Our gun-centric country is beyond dysfunctional, perhaps most disturbingly in a Supreme Court that seems intent on authorizing every white male to be armed with military weapons as a constitutional right. Did we defeat the pandemic, or just fail to persuade a population that suffered a million deaths that prevention was a survival strategy? Any gun survival strategy must learn from other public health actions, and coordinate with activists focused on other health issues.
Guns and gun violence in the U.S. is a complicated, multifaceted, polarizing issue with deeply entrenched beliefs based on our difficult, often hidden history. Built on stolen bodies, stolen land and stolen labor at gunpoint, our nation has always valued power, money and white supremacy over life, liberty, and liberation. Our gun culture is designed to maintain the status quo and protect supremacy. Gun policy won’t change until our culture of hate, fear and otherizing changes. Cultural change largely happens by engaging each other with our heads and hearts. We have to connect with people with conflicting views, actively listen so well that that person feels heard. In my experience, when someone feels heard, they’re more willing to listen with an open mind. Open meetings of conflicting minds is the only way we change culture. It’s hard work and it’s vitally important that we do so one person at a time.
Our research has showed that violent misdemeanor laws and universal background checks, either through point-of-purchase checks or a permit to purchase requirement, are effective in reducing gun related homicides. The evidence also suggests that states should also grant discretion to law enforcement authorities in deciding whether to grant a concealed carry permit. In terms of reducing mass shooting, it is common sense to have legislations banning on sale of assault weapons and large capacity magazines.
Democracy and public health are intrinsically connected. People could lose faith in our electoral system after decades have passed without real and effective legislative actions to stop on gun violence. Lawmakers are fundamentally accountable if they fail to protect the safety and wellbeing of the people. The desire for power should never be put ahead of the lives of our citizens, whether they are church-goers, elderly, customers at supermarkets, or school students.
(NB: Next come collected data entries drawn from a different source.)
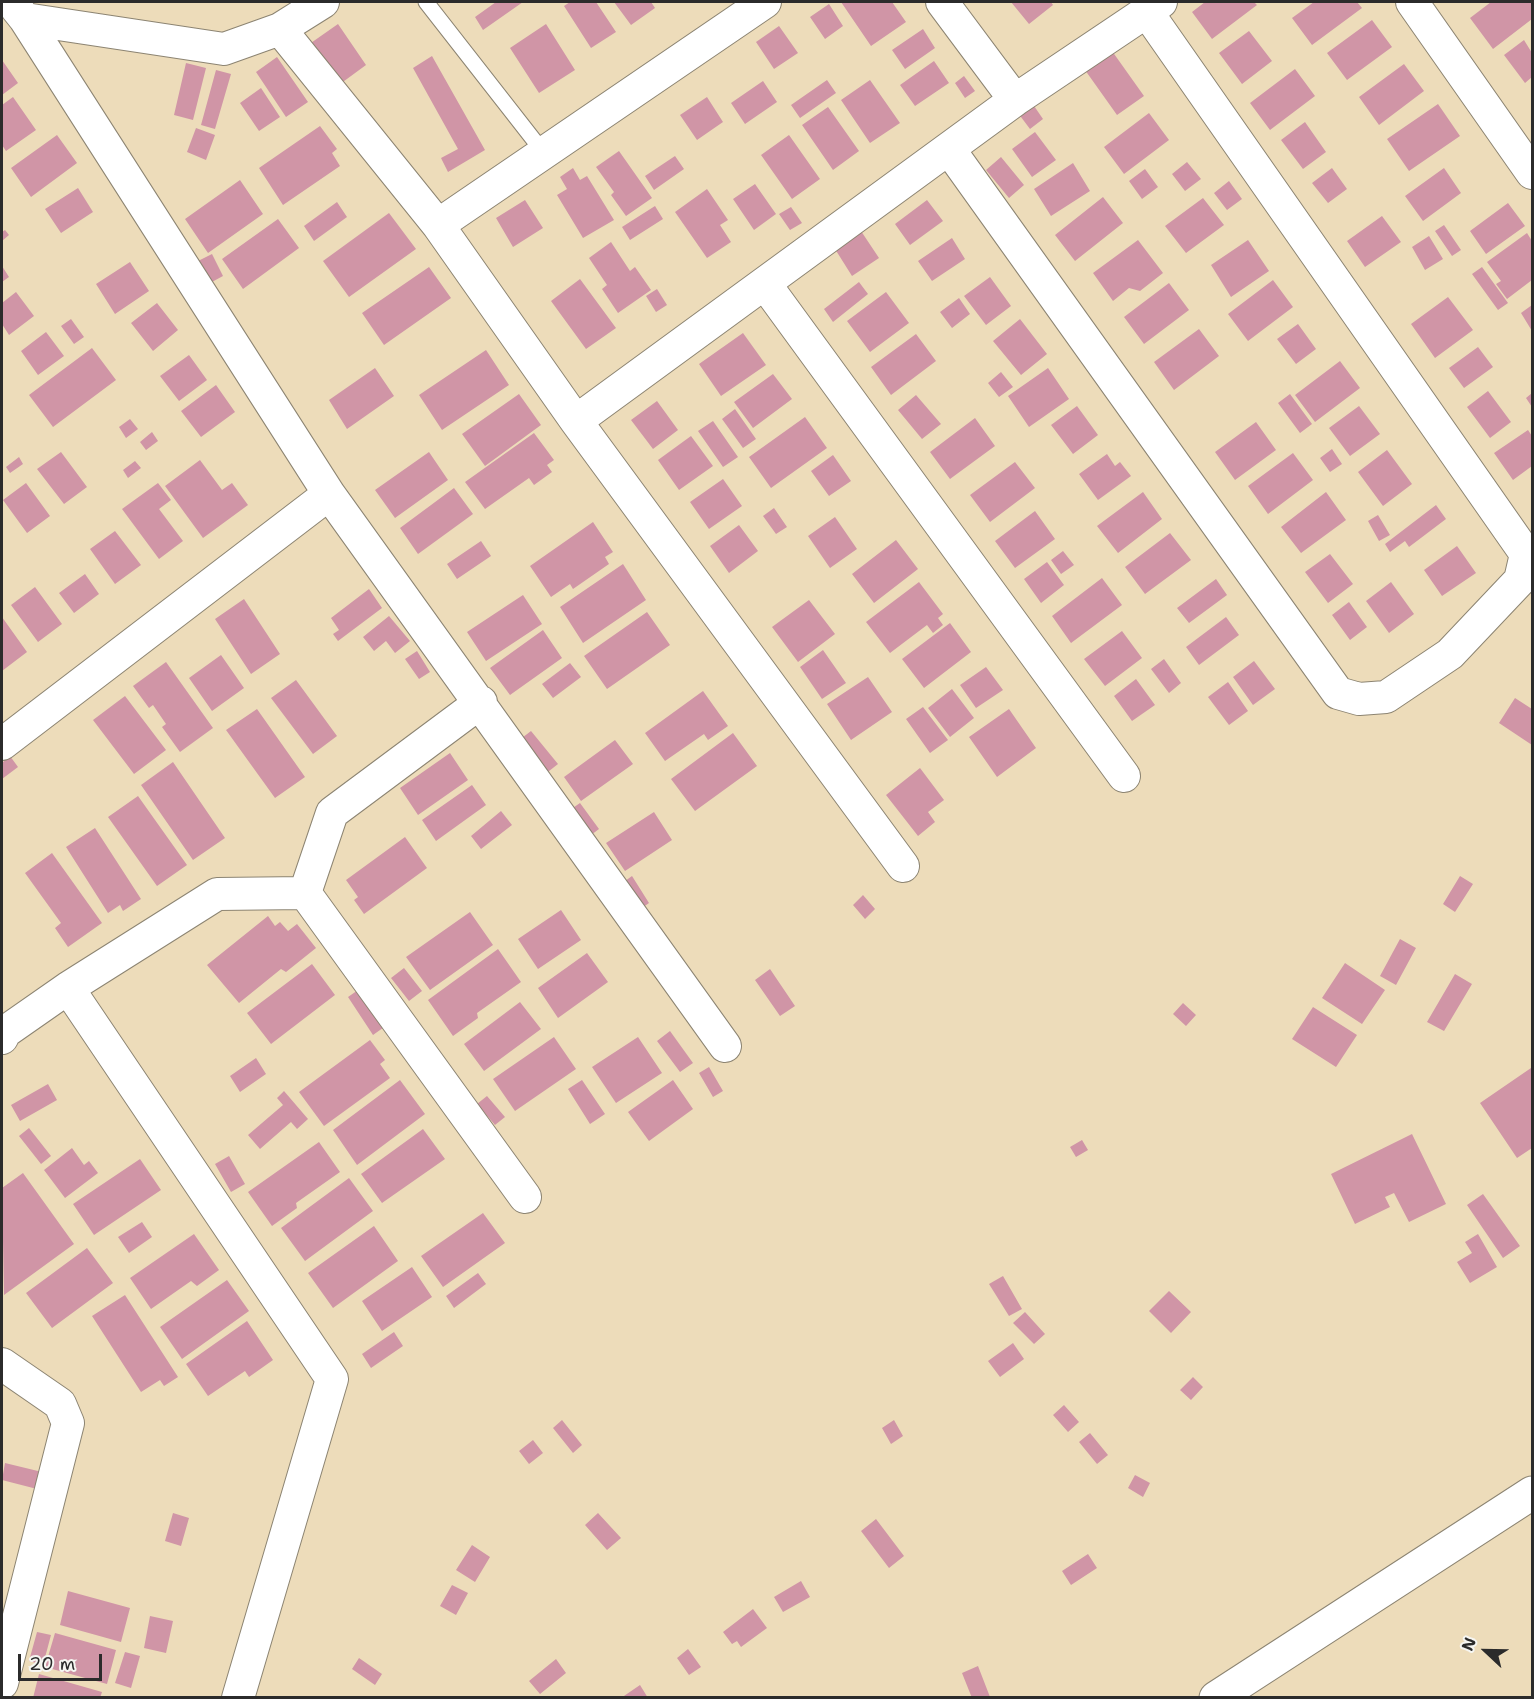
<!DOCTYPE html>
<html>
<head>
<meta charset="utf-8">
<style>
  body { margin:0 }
  #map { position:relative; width:1534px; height:1699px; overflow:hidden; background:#eddcba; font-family:"Shantell Sans",sans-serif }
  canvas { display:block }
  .frame { position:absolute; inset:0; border:3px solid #2b2b2b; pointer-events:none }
  .north { position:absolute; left:1456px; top:1621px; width:60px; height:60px; -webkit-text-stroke:4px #f6f6f2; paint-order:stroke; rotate:292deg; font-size:16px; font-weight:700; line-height:24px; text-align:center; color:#2b2b2b }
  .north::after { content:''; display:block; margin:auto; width:21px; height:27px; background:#2b2b2b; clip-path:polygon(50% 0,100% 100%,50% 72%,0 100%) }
  .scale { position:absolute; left:18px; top:1654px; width:84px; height:27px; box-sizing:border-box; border:3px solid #2b2b2b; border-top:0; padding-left:8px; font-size:18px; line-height:21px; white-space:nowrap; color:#2b2b2b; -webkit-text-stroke:4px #f6f6f2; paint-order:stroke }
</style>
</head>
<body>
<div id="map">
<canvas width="1534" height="1699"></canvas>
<div class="frame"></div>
<div class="north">N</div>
<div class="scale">20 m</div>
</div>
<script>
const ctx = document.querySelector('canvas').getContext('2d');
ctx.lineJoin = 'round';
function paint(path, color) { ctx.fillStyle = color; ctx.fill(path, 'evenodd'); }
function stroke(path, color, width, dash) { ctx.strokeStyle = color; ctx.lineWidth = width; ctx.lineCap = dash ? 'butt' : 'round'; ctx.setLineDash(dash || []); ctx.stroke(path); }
paint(new Path2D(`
  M496 2H523L483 30 475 17Z
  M570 2H596L616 32 591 48 564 6Z
  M614 2H651L655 8 631 25Z
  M841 2H892L906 22 871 46Z
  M1011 2H1051L1053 5 1029 24Z
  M1205 2H1254L1257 5 1212 39 1192 12Z
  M1314 2H1357L1362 8 1312 45 1292 18Z
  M1491 2H1532V19L1493 49 1470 18Z
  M829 4 843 26 825 39 810 17Z
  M1372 20 1392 47 1347 80 1327 53Z
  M338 24 366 65 336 87 308 45Z
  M546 24 575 70 539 93 510 48Z
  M779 26 798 53 774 69 756 42Z
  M923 29 935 48 905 69 892 50Z
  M1249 31 1272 61 1242 84 1219 53Z
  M1524 40 1532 53V77L1525 83 1504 55Z
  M1112 51 1144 96 1117 115 1085 70Z
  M432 56 485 150 448 172 441 158 458 149 413 68Z
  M277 57 308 102 286 117 256 72Z
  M2 60 18 83 2 95Z
  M934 61 949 83 915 106 900 85Z
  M186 63 206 68 193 120 174 115Z
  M1404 64 1424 91 1379 125 1359 97Z
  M1295 69 1315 96 1270 130 1250 103Z
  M216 70 231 74 215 129 201 125Z
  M964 76 975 91 965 98 955 83Z
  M827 80 836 93 800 118 791 105Z
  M870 80 900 123 870 143 841 100Z
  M763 81 777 102 745 124 731 103Z
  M261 88 280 117 259 131 240 103Z
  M13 97 36 130 6 151 2 145V105Z
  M707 97 723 122 697 140 680 115Z
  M1032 103 1043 119 1030 129 1018 113Z
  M1438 104 1460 136 1409 171 1387 139Z
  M828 107 859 151 833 170 802 125Z
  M1149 113 1169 140 1124 174 1104 147Z
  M1305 122 1326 152 1303 169 1281 140Z
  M320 126 337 149 332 153 340 166 283 205 259 168Z
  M196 128 215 135 206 160 187 152Z
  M1035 132 1056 160 1032 177 1012 149Z
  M57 135 77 163 31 197 11 168Z
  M789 135 820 179 792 199 761 155Z
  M619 151 652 198 626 216 611 195 614 192 596 167Z
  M675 156 684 169 654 190 645 176Z
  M1001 157 1024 185 1009 198 986 170Z
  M1187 162 1201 179 1185 191 1172 174Z
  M1073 163 1090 191 1051 216 1034 189Z
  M573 168 580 180 587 176 614 220 583 238 557 195 567 189 560 177Z
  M1332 168 1347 189 1328 203 1312 183Z
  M1444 168 1461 193 1423 221 1405 196Z
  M1145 169 1158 187 1142 199 1129 181Z
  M240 180 263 214 208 253 185 219Z
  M1229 181 1242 199 1227 210 1214 193Z
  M755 184 776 214 754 230 733 199Z
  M78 188 93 212 61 233 45 209Z
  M707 189 728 220 720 225 731 242 707 258 675 212Z
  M1103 197 1123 223 1075 261 1055 235Z
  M1203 198 1224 225 1186 253 1165 226Z
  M525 200 543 228 513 247 496 218Z
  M927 200 943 221 910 245 895 224Z
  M337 202 347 217 314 241 304 226Z
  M1508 203 1525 226 1486 254 1470 231Z
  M655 206 663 219 630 240 622 227Z
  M791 207 802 223 790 230 779 214Z
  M389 213 416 249 349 297 323 261Z
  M1382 216 1401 242 1365 267 1347 241Z
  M278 219 299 248 243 289 222 259Z
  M1444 225 1461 250 1452 256 1435 231Z
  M5 230 9 235 2 241V232Z
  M861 231 879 258 852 276 835 249Z
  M1527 233 1532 241V280L1507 299 1496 284 1501 281 1487 262Z
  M1429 236 1443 259 1425 270 1412 247Z
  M952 238 965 259 932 281 918 261Z
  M1138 240 1163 273 1140 291 1129 288 1113 301 1093 273Z
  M1248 240 1269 271 1231 297 1211 265Z
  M611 242 630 271 635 267 651 290 618 313 602 289 607 285 589 258Z
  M212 254 223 276 210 283 198 261Z
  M130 262 149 291 115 314 96 284Z
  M2 266 9 277 2 282Z
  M429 267 451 298 384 345 362 313Z
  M1482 267 1508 303 1498 310 1472 274Z
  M990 277 1011 306 986 325 964 296Z
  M580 279 616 328 586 349 551 301Z
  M1273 280 1293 307 1248 341 1228 314Z
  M859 282 868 294 833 322 824 309Z
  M1169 283 1189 310 1144 344 1124 317Z
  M657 289 667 305 656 312 646 296Z
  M16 292 34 316 9 335 2 324V303Z
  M886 292 909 323 870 352 847 321Z
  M1448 297 1473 330 1435 358 1411 324Z
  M959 298 970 314 952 328 940 312Z
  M157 303 178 330 153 351 131 323Z
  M1532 305V331L1521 313Z
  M71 319 84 337 74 344 61 326Z
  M1020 319 1047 354 1021 375 993 341Z
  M1298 324 1316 349 1296 364 1277 339Z
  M1199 329 1219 356 1174 390 1154 362Z
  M46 332 64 356 38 375 21 351Z
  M743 333 766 365 721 396 699 364Z
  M916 334 936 361 891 395 871 367Z
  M1478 347 1493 367 1464 388 1449 368Z
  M92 348 116 380 53 427 29 395Z
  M486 350 509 385 442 430 419 395Z
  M189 355 207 380 179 401 160 376Z
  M1340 361 1360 388 1315 422 1295 395Z
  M375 368 394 396 347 429 329 400Z
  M1048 368 1069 399 1029 427 1008 396Z
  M1001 372 1013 387 999 397 988 383Z
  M773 374 792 399 753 428 734 402Z
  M216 385 235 412 201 437 181 411Z
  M1488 391 1511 422 1490 438 1467 407Z
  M1532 393V407L1526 398Z
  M519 394 541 425 485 466 462 434Z
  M1290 394 1312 424 1300 433 1278 403Z
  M916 395 941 424 922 439 898 410Z
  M657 401 678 430 653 449 631 420Z
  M1077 406 1098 435 1073 454 1051 425Z
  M1359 406 1380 434 1350 456 1329 428Z
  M735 409 756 439 743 448 722 419Z
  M805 417 827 448 771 488 749 457Z
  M975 418 995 446 950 479 930 452Z
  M130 419 138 429 126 438 119 427Z
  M713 421 738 457 723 467 698 431Z
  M1256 422 1276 450 1235 480 1215 452Z
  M1528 430 1532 436V466L1513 480 1494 453Z
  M152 432 158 441 146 450 140 442Z
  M534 433 554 460 547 465 552 472 534 485 529 478 485 509 465 482Z
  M691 436 713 466 679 490 658 460Z
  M1332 449 1342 464 1330 472 1320 458Z
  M1387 450 1412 484 1383 506 1358 472Z
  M61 452 87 487 64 504 37 469Z
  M429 452 448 480 395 518 375 490Z
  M1293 453 1313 480 1268 514 1248 486Z
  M1107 454 1115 466 1120 462 1131 476 1098 500 1079 474Z
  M833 455 851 481 829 496 811 471Z
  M19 457 23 464 10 473 6 467Z
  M200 460 222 490 232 483 248 505 203 538 165 486Z
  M135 461 141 468 128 478 123 470Z
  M1015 462 1035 488 990 522 970 495Z
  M723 479 742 506 709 529 690 502Z
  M26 483 50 516 27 533 3 500Z
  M158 483 171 500 159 509 183 541 159 559 122 509Z
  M454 488 473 514 418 554 400 528Z
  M1143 492 1162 519 1118 553 1097 526Z
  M1326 492 1346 520 1301 553 1281 527Z
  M1436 505 1446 519 1409 547 1405 541 1390 552 1385 544Z
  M774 508 787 527 776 534 763 516Z
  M1035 511 1055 539 1015 568 995 541Z
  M1378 515 1390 535 1379 541 1368 521Z
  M835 517 857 549 830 568 808 536Z
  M593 522 613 552 605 557 609 564 573 589 570 584 551 597 530 566Z
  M739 525 758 551 729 573 710 546Z
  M115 531 141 565 115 584 90 549Z
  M1170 533 1191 560 1145 594 1125 567Z
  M896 540 918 569 874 603 852 574Z
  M481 541 491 556 457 579 447 564Z
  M1457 546 1476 573 1442 596 1424 570Z
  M1063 551 1074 565 1061 574 1051 560Z
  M1330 554 1353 584 1328 603 1305 572Z
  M1047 562 1064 585 1041 603 1024 579Z
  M623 564 646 600 583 643 560 607Z
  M85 574 99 594 74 613 59 593Z
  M1102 578 1122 605 1071 643 1052 616Z
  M1216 579 1227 595 1189 623 1177 608Z
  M919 582 943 614 938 618 943 625 933 633 927 625 890 653 866 622Z
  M1391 582 1414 614 1389 633 1366 601Z
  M35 587 62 624 38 642 11 605Z
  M369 589 382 608 338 641 333 634 339 630 331 618Z
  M523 595 542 624 486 661 467 632Z
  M244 599 280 654 251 674 215 619Z
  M809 600 835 634 798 662 772 627Z
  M1349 602 1367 627 1350 640 1332 615Z
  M647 612 670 645 607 689 584 656Z
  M389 616 410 641 395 653 386 641 374 651 363 637Z
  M2 617 27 652 2 671Z
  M1226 617 1239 635 1199 665 1186 647Z
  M950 623 971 652 924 688 902 659Z
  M543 630 562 658 510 695 490 668Z
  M1122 631 1142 658 1105 686 1084 659Z
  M823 650 846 683 822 699 800 667Z
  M417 651 430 672 419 679 405 659Z
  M221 655 244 688 212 711 189 678Z
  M1164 659 1181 683 1169 693 1151 669Z
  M1254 661 1275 689 1253 705 1233 677Z
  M166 662 213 728 180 752 162 727 166 724 153 705 149 708 133 686Z
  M570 663 581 677 553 698 542 684Z
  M986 667 1003 690 976 708 960 685Z
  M868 677 892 712 851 740 827 704Z
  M1136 679 1155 705 1132 721 1114 696Z
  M296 680 337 736 313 754 271 698Z
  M1228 682 1248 711 1229 725 1208 697Z
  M952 689 974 718 950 737 928 708Z
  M703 691 728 726 708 740 704 734 665 761 645 733Z
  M125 696 166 750 134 774 93 720Z
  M1515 698 1532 709V745L1499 723Z
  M923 707 948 740 930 753 906 719Z
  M257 709 305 777 275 798 226 730Z
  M1009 709 1036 748 997 777 969 737Z
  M531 731 558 764 544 775 518 741Z
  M733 733 757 766 695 811 671 779Z
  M615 740 633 764 581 801 564 777Z
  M450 753 468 780 418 815 400 788Z
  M10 756 18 767 2 779V763Z
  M173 762 225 838 193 860 141 785Z
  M920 768 944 800 928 812 935 822 918 836 886 795Z
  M472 785 486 805 436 841 422 820Z
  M138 796 187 865 157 886 108 817Z
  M580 803 599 829 587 838 567 812Z
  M501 811 512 825 481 849 471 836Z
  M654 812 672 840 625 871 606 843Z
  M95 828 141 899 123 911 120 905 108 913 66 847Z
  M405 837 427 868 364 914 354 900 358 897 346 880Z
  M52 853 102 923 68 947 55 928 61 923 25 873Z
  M632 876 649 903 639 910 621 884Z
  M1460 876 1473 884 1455 912 1443 904Z
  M863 895 875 909 865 919 853 905Z
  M561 910 581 940 538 969 518 939Z
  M470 912 493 945 430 990 406 957Z
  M268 916 275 926 280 922 288 931 297 924 316 948 286 972 281 969 239 1003 207 965Z
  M1400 939 1416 948 1396 985 1380 976Z
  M498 949 521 982 477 1013 478 1018 453 1036 428 1000Z
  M587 953 608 982 558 1018 538 988Z
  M1345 963 1385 990 1362 1024 1322 998Z
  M312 964 335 995 271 1044 247 1013Z
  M404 968 422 991 409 1001 391 978Z
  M770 969 795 1006 780 1016 755 980Z
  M1455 974 1472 984 1444 1031 1427 1022Z
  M361 988 387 1025 373 1035 348 997Z
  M520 1002 541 1029 484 1071 464 1044Z
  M1183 1003 1196 1015 1186 1026 1173 1014Z
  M1313 1007 1357 1035 1336 1067 1292 1039Z
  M670 1031 693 1063 680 1072 657 1041Z
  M554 1037 576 1069 515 1111 493 1079Z
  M638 1037 662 1073 616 1103 592 1067Z
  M370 1040 385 1060 380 1064 390 1078 324 1126 299 1092Z
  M256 1058 266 1074 240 1092 230 1076Z
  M709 1067 723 1091 713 1097 699 1073Z
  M1531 1068 1532 1148 1517 1158 1480 1103Z
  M400 1080 425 1114 357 1165 333 1130Z
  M582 1080 605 1114 590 1124 568 1089Z
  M673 1080 693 1109 649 1141 628 1112Z
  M48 1084 57 1100 20 1121 11 1105Z
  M284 1091 308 1119 297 1129 291 1122 260 1149 248 1135 283 1105 277 1098Z
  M487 1096 505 1117 495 1125 477 1104Z
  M29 1128 51 1156 41 1164 19 1136Z
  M423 1129 445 1159 382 1203 361 1174Z
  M1412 1134 1446 1204 1409 1222 1394 1193 1385 1197 1390 1207 1355 1224 1331 1174Z
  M1082 1140 1088 1150 1076 1157 1070 1147Z
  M319 1142 340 1172 296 1203 297 1208 272 1226 248 1192Z
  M72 1148 84 1165 89 1161 98 1173 65 1198 44 1170Z
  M229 1156 245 1184 231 1192 215 1164Z
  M140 1159 161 1190 94 1235 73 1204Z
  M23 1173 74 1244 4 1295 2 1188Z
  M349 1178 373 1211 305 1261 281 1228Z
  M1483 1194 1520 1246 1503 1258 1467 1205Z
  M483 1213 505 1243 443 1287 421 1256Z
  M142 1222 152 1237 129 1253 118 1237Z
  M374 1226 398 1261 333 1308 308 1273Z
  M194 1234 219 1270 197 1286 191 1281 151 1309 130 1278Z
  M1478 1234 1497 1267 1470 1283 1457 1262 1472 1253 1465 1242Z
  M87 1248 113 1283 52 1328 26 1293Z
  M412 1267 432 1297 382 1331 362 1301Z
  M478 1273 486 1284 454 1308 446 1296Z
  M1003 1276 1022 1309 1009 1316 989 1284Z
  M227 1280 249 1311 182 1359 160 1327Z
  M1169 1291 1191 1312 1171 1333 1149 1311Z
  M125 1295 178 1377 164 1386 160 1380 141 1392 92 1316Z
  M1025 1312 1045 1334 1034 1344 1013 1323Z
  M247 1321 273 1360 249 1377 245 1371 208 1396 186 1364Z
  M394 1332 403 1346 371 1368 362 1354Z
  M1013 1343 1024 1359 1000 1377 988 1361Z
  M1193 1377 1203 1387 1191 1400 1180 1390Z
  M1064 1405 1079 1422 1068 1432 1053 1415Z
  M562 1420 582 1445 573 1453 553 1428Z
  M894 1420 903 1436 891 1444 882 1428Z
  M1090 1433 1108 1455 1097 1464 1079 1442Z
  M533 1440 543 1453 529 1464 519 1451Z
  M5 1463 42 1472 37 1489 2 1480Z
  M1135 1475 1150 1483 1143 1497 1128 1488Z
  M173 1513 189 1518 181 1546 165 1541Z
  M598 1513 621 1538 607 1550 585 1525Z
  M876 1519 904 1556 889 1568 861 1531Z
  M472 1545 490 1557 475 1582 456 1570Z
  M1088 1554 1097 1568 1071 1585 1062 1571Z
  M801 1581 810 1597 783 1612 774 1597Z
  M452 1585 468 1593 456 1615 440 1606Z
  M68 1591 130 1608 121 1642 60 1625Z
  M753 1609 767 1628 741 1647 737 1641 732 1644 723 1632Z
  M150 1616 173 1621 166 1653 144 1648Z
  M37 1632 51 1635 43 1665 29 1661Z
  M55 1633 116 1650 107 1684 45 1667Z
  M688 1649 701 1667 689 1675 677 1658Z
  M125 1652 140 1656 131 1688 115 1683Z
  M359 1658 382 1674 375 1685 352 1669Z
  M556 1659 566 1673 540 1694 529 1681Z
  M978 1666 990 1697 988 1698H972L962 1673Z
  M39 1674 102 1692 100 1698H33Z
  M640 1685 648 1698H621Z`), '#d095a6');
const service = new Path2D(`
  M426 2 544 153`);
const minor = new Path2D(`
  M942 2 1015 100
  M1412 2 1532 173
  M17 9 25 19 224 49 280 29 323 2
  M280 29 438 225 576 421 903 866
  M949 149 1338 693 1359 699 1386 697 1450 654 1520 580 1526 554 1147 12
  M438 225 765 2
  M765 284 1124 776
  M576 421 1015 100 1161 2
  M329 494 725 1046
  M2 744 329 494 25 19
  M305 893 525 1197
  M68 988 332 1379 238 1698
  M2 1038 5 1032 68 988 217 894 305 893 332 813 481 702
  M2 1364 60 1404 68 1423 2 1683`);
const secondary = new Path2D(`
  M1216 1698 1532 1493`);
stroke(service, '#8c8472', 17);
stroke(minor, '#8c8472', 34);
stroke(secondary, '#8c8472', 35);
stroke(service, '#fff', 15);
stroke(minor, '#fff', 32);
stroke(secondary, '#fff', 33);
</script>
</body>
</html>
As we know all too well, the physical and psychological injuries sustained in school shootings have enormous short-term and long-term mental health impacts on witnesses and survivors. Children, adolescents, teachers and staff are in dire need of school-based mental health supports, such as counseling and training of skills for psychological recovery after a traumatic event.
Additionally, resources are needed to implement primary prevention approaches such as anti-bullying programs/policies, safe cell phone and social media use, stress management, coping and resilience-building.
Additional supports within the wider community can help families develop skills on how to talk with their school-age children about violence, and for all community members to recognize and support youth who are struggling with anger, depression, social isolation and anxiety.
I think all of us are experiencing a wide range of emotional reactions, from horror and fear, to anger and frustration, to helplessness and resignation. It is clear that until a massive reform in nationwide gun safety laws occurs, we will continue the need to support the ever-growing population of witnesses, survivors, school staff, families and community members.